### THE PROBLEM
Please return every line from the entries that has the string "image" in it.

### EXTRACTED INFORMATION
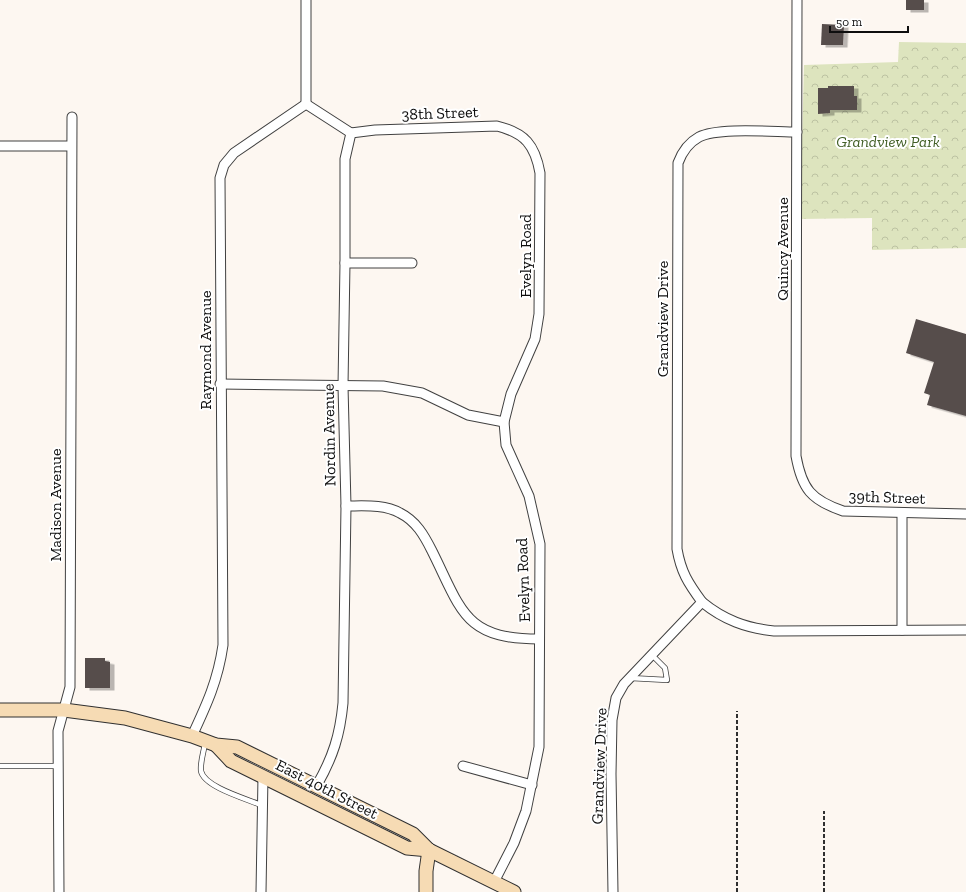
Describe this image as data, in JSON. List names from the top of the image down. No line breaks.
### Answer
...
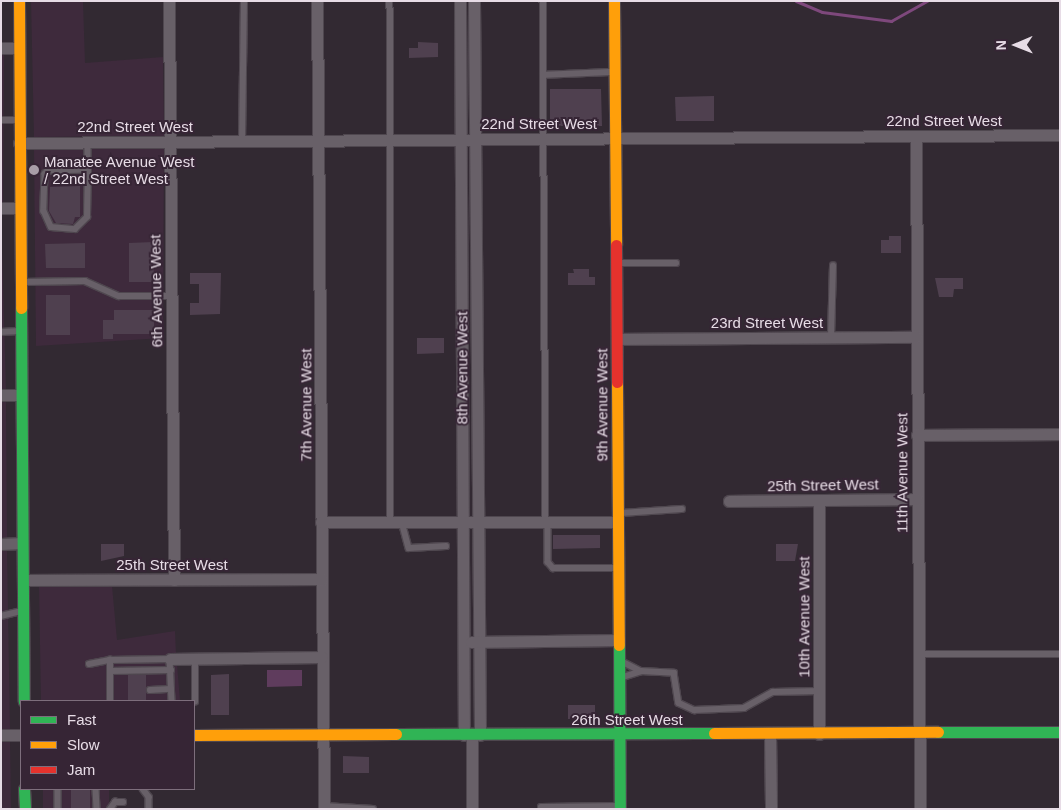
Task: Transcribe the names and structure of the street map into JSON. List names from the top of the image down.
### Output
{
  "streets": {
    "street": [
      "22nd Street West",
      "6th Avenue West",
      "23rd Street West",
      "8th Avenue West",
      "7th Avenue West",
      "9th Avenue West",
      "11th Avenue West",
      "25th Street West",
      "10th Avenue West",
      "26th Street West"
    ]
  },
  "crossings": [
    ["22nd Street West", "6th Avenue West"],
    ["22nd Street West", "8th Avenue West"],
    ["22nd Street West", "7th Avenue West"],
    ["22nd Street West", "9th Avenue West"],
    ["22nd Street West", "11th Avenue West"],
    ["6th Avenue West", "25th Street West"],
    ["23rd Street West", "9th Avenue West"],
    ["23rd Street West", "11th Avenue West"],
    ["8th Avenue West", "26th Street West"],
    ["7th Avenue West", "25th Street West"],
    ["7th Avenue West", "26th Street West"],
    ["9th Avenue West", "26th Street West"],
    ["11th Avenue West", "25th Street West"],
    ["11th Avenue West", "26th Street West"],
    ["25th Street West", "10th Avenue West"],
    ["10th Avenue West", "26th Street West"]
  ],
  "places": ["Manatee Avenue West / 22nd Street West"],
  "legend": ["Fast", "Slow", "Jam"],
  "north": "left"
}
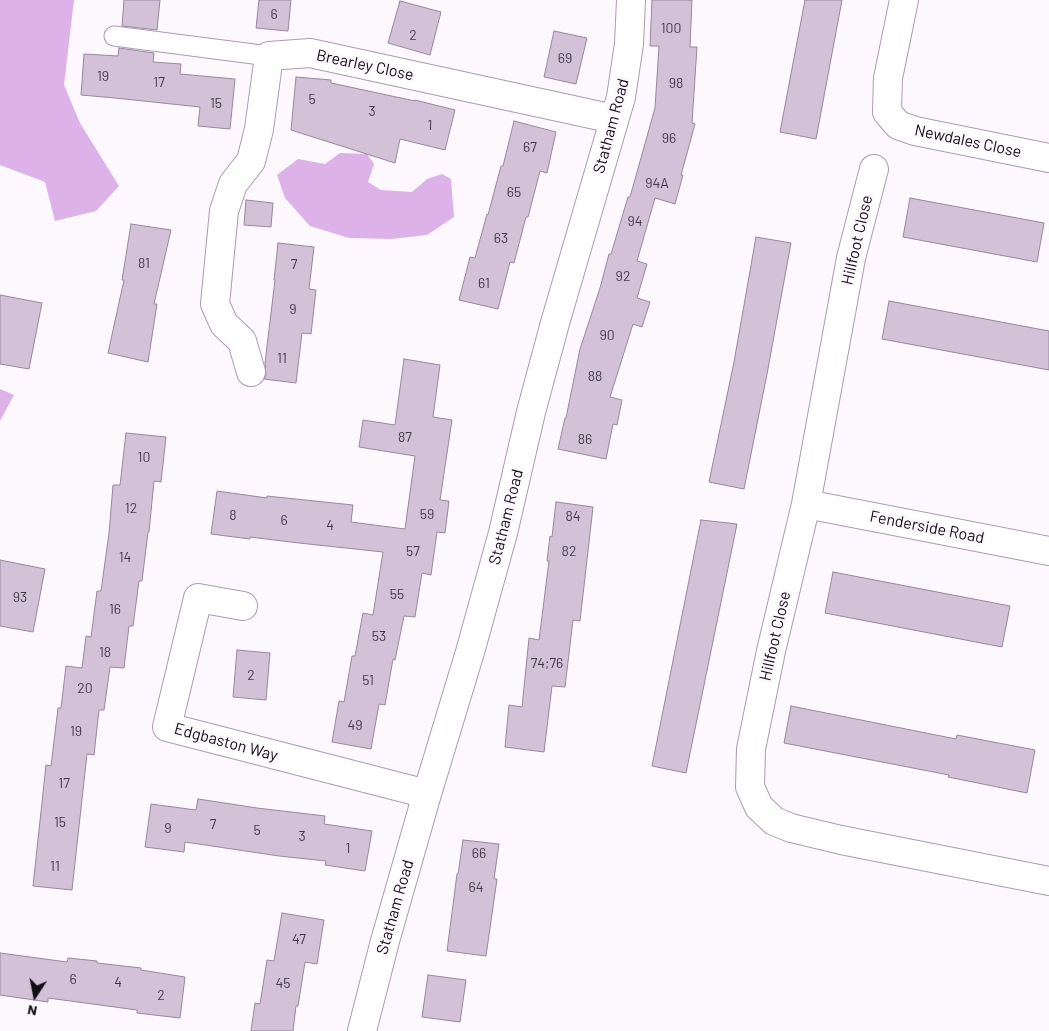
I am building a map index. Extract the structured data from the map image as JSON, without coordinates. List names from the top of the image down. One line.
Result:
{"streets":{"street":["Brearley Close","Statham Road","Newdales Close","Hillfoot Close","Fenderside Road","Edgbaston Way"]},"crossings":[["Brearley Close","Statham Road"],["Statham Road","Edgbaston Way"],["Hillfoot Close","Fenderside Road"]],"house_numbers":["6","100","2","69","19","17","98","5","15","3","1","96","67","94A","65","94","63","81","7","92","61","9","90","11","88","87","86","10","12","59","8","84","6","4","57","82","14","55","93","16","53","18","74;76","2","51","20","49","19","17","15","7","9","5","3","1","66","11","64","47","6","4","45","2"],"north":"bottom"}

### WRITTEN REPLY
Describe this image as data, in JSON. List names from the top of the image down. No line breaks.
Task: Transcribe the names and structure of the street map into JSON. List names from the top of the image down.
I am building a map index. Extract the structured data from the map image as JSON, without coordinates. List names from the top of the image down. One line.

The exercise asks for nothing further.